Calculating the Net Present Value To calculate the NPV of the investment, two critical decisions must be made: 1) the time period over which to value the investment, and 2) the discount rate to use for calculating costs in present value terms. The time period over which to value the investment is usually based on the useful life ofthe pollution prevention equipment being purchased. In cases where no equipment is being purchased or processes are likely to change, firms should use their judgment and/or historical information to determine the appropriate time period for analysis. Precision Circuits specified that for the projects analyzed a time period of five years should be used. This choice was related to the way Precision Circuits internally evaluates projects, and may not be appropriate for other firms performing a cost assessment.

In theoretical terms, the discount rate used in calculating NPV should reflect the business’s weighted average cost of capital (WACC). When creditors or owners invest money in a firm, they incur an opportunity cost - a forgone opportunity -equal to the return they could have received if they had invested their money elsewhere. This opportunity cost is the firm’s cost of capital; it is the minimum rate of return the company seeks to achieve on existing assets (inventories and plant and equipment) and still meet the expectations of its capital providers (lenders and shareholders). (Higgins, 1995) The WACC is the cost of the individual sources of capital (debt and equity), weighted according to their importance in the firm’s capital structure. (Higgins, 1995) If small firms are accustomed to calculating the WACC in their capital budgeting process, it should be the discount rate used to assess pollution prevention investments as well. For firms unfamiliar with WACC calculations, a reasonable starting point for estimating WACC is to use a nominal discount rate of 15 percent.

To account for uncertainties associated with project variables and or the discount rate, a sensitivity analysis should be performed.

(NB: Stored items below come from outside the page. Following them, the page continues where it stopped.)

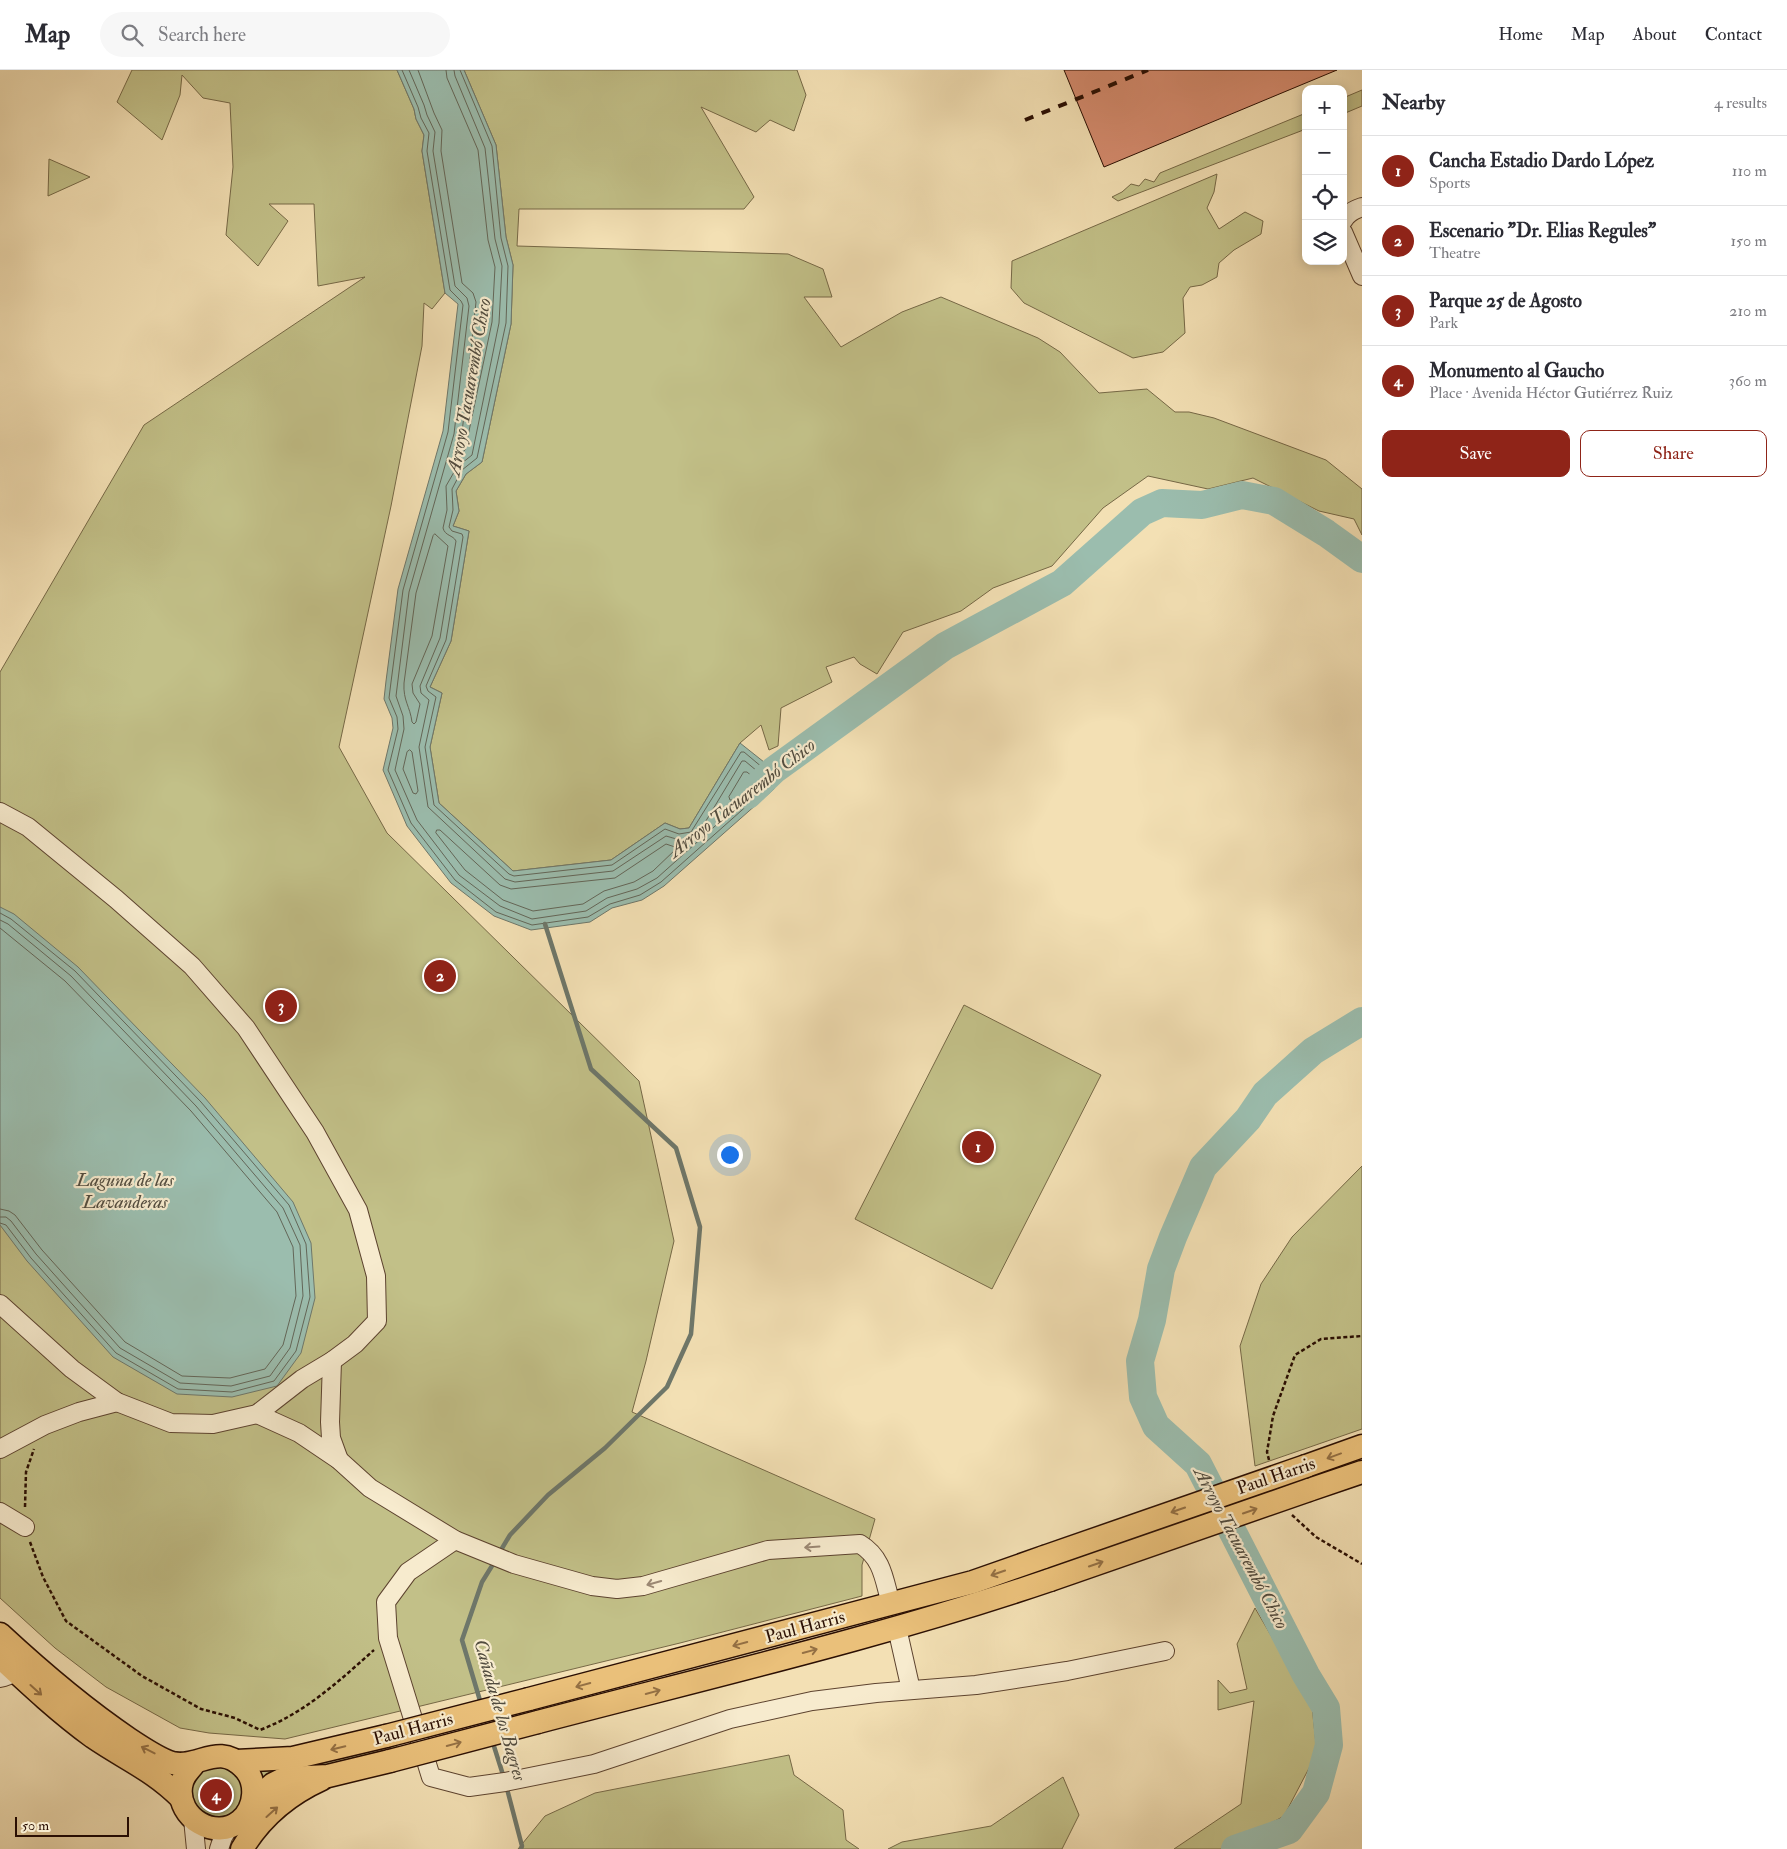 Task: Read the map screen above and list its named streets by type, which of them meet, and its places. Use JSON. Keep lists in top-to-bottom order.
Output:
{
  "streets": {
    "main road": ["Paul Harris"]
  },
  "water": ["Arroyo Tacuarembó Chico", "Laguna de las Lavanderas", "Cañada de los Bagres"],
  "scale_bar": "50 m",
  "page": {
    "header": "Map",
    "search": "Search here",
    "nav": [
      "Home",
      "Map",
      "About",
      "Contact"
    ],
    "heading": ["Nearby", "4 results"],
    "map_buttons": ["+", "−"],
    "list": [
      {
        "mark": "1",
        "name": "Cancha Estadio Dardo López",
        "note": "Sports",
        "value": "110 m"
      },
      {
        "mark": "2",
        "name": "Escenario \"Dr. Elias Regules\"",
        "note": "Theatre",
        "value": "150 m"
      },
      {
        "mark": "3",
        "name": "Parque 25 de Agosto",
        "note": "Park",
        "value": "210 m"
      },
      {
        "mark": "4",
        "name": "Monumento al Gaucho",
        "note": "Place · Avenida Héctor Gutiérrez Ruiz",
        "value": "360 m"
      }
    ],
    "buttons": ["Save", "Share"],
    "pins": [
      "2",
      "3",
      "1",
      "4"
    ],
    "scale": "50 m"
  }
}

Sensitivity analysis is done by changing a variable, such as the discount rate, to calculate the impact on the NPV. Typically, companies will want to test best-, middle-, and worse-case scenarios in their analysis. If NPV remains positive under the worst-case scenario, the company can be reasonably certain that their investment will payoff. NPVs calculated under best-case scenarios may be dramatically better than those derived from middle-of-the-road conditions. In these cases, best-case scenarios can be used to highlight the potential benefits associated with many pollution prevention investments.

Two other variables that must be chosen for the NPV calculations are tax and inflation rates. The company should select the tax rate that it actually pays. If this is unknown, a typically default value is 40 percent. A standard value used for inflation rate is five percent. However, costs for disposing of hazardous waste has risen more quickly than five percent per year during the past decade and it is anticipated to continue to rise more quickly than the standard inflation rate. An assumed inflation value used in this report for disposal costs was 10 percent - an arbitrarily chosen figure based on informal discussions with faculty at the University of Washington. The larger value for disposal costs should be more accurately estimated based on each companies experiences with increases in disposal costs over time.

Because NPV accounts for the costs and benefits accrued over the life of the project, it generates the most accurate reflection ofthe full net benefit of a pollution prevention investment. Using a TCA framework, however, does not preclude the use of other capital budgeting methods, such as payback or IRR. After NPV is calculated, the TCA framework can be used as the basis for calculating payback and other information that may be needed to convince management to adopt pollution prevention investments. IRR is particularly useful for “break-even”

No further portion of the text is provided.